Stored items
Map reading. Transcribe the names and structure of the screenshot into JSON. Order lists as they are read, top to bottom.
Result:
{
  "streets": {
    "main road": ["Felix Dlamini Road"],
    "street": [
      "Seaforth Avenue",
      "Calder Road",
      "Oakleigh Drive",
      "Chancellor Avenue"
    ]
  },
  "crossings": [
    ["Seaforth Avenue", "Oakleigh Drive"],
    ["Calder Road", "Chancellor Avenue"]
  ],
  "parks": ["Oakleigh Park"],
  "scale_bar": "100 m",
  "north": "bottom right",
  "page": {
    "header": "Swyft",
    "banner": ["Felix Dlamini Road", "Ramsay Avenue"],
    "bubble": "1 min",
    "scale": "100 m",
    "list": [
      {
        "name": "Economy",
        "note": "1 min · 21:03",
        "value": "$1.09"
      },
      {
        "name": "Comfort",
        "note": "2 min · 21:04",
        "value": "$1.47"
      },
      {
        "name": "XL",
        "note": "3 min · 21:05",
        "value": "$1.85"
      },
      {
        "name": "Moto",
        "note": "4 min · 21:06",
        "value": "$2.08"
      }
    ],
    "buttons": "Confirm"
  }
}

Task item.
Line by line, please reproduce the records exactly.

Output.
Map reading. Transcribe the names and structure of the screenshot into JSON. Order lists as they are read, top to bottom.
Result:
{
  "streets": {
    "main road": ["Felix Dlamini Road"],
    "street": [
      "Seaforth Avenue",
      "Calder Road",
      "Oakleigh Drive",
      "Chancellor Avenue"
    ]
  },
  "crossings": [
    ["Seaforth Avenue", "Oakleigh Drive"],
    ["Calder Road", "Chancellor Avenue"]
  ],
  "parks": ["Oakleigh Park"],
  "scale_bar": "100 m",
  "north": "bottom right",
  "page": {
    "header": "Swyft",
    "banner": ["Felix Dlamini Road", "Ramsay Avenue"],
    "bubble": "1 min",
    "scale": "100 m",
    "list": [
      {
        "name": "Economy",
        "note": "1 min · 21:03",
        "value": "$1.09"
      },
      {
        "name": "Comfort",
        "note": "2 min · 21:04",
        "value": "$1.47"
      },
      {
        "name": "XL",
        "note": "3 min · 21:05",
        "value": "$1.85"
      },
      {
        "name": "Moto",
        "note": "4 min · 21:06",
        "value": "$2.08"
      }
    ],
    "buttons": "Confirm"
  }
}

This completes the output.